Too many late service checks

bkai · April 17, 2019, 6:08pm

Hi - this is my first posting here in the “Community” portal; I already did a few in the older portals (same monicker). I work for a small department of a Bavarian firm specialising in monitoring, partly as a service, for middle enterprises (usually less than 1000 hosts). BTW, we try to use only Director for the configuration work we do, as much as possible.

We have a serious problems with a simple Icinga 2.10 instance on a customer monitoring server, checking about 250 hosts with a little more than 2100 services running.

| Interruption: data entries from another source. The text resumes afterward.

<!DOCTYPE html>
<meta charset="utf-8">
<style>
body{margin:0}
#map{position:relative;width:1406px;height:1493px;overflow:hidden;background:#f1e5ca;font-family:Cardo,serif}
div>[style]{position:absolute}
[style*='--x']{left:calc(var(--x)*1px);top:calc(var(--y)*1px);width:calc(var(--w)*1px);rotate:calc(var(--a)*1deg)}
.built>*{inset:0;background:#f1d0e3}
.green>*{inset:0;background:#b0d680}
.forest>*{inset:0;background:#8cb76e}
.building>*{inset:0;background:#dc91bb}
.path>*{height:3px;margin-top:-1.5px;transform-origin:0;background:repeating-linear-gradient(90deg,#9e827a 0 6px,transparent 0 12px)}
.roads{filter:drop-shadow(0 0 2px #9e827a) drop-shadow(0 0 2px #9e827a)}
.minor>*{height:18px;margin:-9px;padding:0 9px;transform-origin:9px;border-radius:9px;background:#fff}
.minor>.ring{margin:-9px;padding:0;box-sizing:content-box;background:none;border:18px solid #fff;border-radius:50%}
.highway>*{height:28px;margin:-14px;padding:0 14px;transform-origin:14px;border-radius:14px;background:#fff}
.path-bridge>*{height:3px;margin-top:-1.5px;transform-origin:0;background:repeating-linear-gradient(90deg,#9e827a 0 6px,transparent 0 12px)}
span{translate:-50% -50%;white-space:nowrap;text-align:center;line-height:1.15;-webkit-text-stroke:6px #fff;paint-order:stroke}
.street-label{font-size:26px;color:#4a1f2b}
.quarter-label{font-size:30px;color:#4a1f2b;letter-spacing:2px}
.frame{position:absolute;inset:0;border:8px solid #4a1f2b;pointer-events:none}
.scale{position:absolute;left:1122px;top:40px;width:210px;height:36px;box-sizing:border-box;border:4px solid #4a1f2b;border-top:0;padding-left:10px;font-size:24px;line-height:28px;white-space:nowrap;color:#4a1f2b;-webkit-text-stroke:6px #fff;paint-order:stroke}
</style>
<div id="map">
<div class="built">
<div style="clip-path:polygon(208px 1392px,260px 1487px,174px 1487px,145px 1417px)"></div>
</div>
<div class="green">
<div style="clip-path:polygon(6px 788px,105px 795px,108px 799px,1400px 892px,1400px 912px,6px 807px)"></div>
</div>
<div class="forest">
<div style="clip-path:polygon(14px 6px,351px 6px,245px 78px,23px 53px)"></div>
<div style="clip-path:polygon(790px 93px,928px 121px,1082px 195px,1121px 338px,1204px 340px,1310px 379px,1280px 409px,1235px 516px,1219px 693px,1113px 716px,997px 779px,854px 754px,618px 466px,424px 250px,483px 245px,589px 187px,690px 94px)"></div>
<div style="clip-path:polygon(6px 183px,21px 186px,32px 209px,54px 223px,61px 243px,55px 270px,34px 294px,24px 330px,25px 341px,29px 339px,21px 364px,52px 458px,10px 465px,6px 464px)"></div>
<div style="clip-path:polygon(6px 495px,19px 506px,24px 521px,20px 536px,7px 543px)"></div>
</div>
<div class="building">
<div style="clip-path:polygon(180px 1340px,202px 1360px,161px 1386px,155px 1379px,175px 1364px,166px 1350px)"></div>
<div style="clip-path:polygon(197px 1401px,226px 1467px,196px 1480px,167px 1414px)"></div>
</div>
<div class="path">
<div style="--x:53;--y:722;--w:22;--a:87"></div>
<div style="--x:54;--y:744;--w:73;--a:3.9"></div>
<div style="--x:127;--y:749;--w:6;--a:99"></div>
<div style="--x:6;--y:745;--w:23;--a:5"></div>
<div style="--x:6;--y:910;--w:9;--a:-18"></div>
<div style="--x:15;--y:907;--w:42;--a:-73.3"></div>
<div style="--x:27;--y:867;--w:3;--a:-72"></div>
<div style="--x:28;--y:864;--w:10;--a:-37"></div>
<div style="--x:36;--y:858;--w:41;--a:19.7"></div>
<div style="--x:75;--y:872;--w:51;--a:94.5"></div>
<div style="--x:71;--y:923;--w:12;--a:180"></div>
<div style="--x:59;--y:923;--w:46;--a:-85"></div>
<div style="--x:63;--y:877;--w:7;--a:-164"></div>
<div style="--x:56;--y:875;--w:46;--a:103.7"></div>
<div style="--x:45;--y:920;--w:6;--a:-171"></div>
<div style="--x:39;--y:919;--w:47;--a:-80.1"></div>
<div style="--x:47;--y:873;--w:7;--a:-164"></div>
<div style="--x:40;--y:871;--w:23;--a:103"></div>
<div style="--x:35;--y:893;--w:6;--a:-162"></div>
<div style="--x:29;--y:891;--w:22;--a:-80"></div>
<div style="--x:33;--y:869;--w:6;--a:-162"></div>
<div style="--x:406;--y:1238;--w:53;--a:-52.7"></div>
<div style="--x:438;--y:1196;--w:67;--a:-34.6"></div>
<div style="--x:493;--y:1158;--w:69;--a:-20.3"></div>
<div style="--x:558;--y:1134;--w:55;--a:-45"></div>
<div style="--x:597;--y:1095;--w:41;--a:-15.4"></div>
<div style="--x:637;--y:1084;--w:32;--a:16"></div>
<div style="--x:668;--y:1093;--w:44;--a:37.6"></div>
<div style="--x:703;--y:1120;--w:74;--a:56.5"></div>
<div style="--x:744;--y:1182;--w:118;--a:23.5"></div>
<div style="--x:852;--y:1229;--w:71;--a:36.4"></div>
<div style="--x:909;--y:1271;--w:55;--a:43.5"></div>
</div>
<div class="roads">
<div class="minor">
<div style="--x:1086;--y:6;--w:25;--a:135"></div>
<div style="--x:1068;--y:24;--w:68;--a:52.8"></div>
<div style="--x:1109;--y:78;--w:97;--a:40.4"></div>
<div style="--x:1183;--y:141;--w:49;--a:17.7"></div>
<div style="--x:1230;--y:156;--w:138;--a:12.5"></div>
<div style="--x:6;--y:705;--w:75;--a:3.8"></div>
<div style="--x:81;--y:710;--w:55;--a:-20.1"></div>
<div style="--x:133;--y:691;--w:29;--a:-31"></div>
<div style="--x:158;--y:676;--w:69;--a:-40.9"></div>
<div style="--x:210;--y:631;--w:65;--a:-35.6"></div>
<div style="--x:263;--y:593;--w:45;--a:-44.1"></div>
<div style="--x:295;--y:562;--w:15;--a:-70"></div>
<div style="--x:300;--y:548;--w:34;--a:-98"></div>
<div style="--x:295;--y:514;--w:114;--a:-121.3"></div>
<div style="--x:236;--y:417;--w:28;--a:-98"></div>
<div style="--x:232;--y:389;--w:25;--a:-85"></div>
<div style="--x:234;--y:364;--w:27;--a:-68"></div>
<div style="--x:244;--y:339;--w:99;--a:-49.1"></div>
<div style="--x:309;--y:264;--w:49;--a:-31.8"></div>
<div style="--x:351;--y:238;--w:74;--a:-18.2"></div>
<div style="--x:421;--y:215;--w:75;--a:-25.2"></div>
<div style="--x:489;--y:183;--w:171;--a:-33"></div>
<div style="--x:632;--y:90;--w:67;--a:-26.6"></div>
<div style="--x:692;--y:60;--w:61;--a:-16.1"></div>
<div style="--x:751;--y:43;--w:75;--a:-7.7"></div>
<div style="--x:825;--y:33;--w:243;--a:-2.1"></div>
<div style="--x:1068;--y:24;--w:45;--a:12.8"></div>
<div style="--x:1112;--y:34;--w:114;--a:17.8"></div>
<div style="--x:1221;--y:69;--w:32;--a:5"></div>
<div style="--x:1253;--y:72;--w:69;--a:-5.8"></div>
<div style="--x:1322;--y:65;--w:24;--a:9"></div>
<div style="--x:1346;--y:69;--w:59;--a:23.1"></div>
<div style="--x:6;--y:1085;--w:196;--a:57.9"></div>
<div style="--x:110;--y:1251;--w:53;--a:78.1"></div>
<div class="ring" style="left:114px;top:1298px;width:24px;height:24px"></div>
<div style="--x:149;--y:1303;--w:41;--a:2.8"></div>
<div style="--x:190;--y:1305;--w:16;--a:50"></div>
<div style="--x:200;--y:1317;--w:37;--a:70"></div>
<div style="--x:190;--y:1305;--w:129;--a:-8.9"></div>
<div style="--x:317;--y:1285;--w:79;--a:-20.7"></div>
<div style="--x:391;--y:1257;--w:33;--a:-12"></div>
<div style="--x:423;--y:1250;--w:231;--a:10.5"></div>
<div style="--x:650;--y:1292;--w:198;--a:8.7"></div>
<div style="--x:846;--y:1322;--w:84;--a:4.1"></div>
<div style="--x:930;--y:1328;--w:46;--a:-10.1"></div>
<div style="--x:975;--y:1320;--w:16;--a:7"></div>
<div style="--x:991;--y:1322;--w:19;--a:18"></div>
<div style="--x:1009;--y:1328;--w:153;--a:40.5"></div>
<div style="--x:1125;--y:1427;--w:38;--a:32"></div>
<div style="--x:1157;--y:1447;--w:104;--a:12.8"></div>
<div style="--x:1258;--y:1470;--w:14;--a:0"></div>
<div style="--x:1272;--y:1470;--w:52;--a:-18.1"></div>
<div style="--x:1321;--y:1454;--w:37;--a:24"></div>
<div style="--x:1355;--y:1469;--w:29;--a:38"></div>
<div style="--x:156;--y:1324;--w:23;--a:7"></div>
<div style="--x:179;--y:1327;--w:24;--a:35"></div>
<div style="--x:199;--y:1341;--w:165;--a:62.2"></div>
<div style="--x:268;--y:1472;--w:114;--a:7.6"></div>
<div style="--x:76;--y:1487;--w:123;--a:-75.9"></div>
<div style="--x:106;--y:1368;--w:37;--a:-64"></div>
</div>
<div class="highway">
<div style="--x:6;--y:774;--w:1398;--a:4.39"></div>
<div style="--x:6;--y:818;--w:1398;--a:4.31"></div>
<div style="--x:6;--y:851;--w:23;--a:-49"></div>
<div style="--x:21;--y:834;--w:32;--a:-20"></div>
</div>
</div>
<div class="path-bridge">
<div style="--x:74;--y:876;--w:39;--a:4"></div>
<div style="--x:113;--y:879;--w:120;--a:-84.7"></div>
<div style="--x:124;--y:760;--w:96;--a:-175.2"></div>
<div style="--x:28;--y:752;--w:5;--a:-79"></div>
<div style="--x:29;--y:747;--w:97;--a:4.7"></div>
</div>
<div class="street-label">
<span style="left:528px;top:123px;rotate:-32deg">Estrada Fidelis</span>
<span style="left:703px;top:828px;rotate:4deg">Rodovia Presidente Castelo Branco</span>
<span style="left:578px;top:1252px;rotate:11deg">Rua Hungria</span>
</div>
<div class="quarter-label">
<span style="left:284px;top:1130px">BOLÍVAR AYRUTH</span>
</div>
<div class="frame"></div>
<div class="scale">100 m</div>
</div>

The problem: For several weeks now, we always have about a third of these service checks being very late - they simply do not do repeat checking any more. The “next check” time value decreases down to zero and then goes more & more negative. These services are neither in an acknowledged state, nor has a downtime been set for them. They just sit in the Late Service Checks list (found in Dashboard -> Overdue), and become older and older.

System load is low (hardly ever going above 1.0); file systems are half empty. We have mainly active checks via SNMP, instigated by the monitoring server itself on remote clients.

This problem started under a 2.9 version, so we upgraded last Monday, in the hope that the new version would solve it. It didn’t. Updating to Director 1.6.2 didn’t help, either.

Initial research has shown that all services are ones configured in the “single services” part of the Director services configuration section. Services only defined within service sets, e.g., are not affected, it seems.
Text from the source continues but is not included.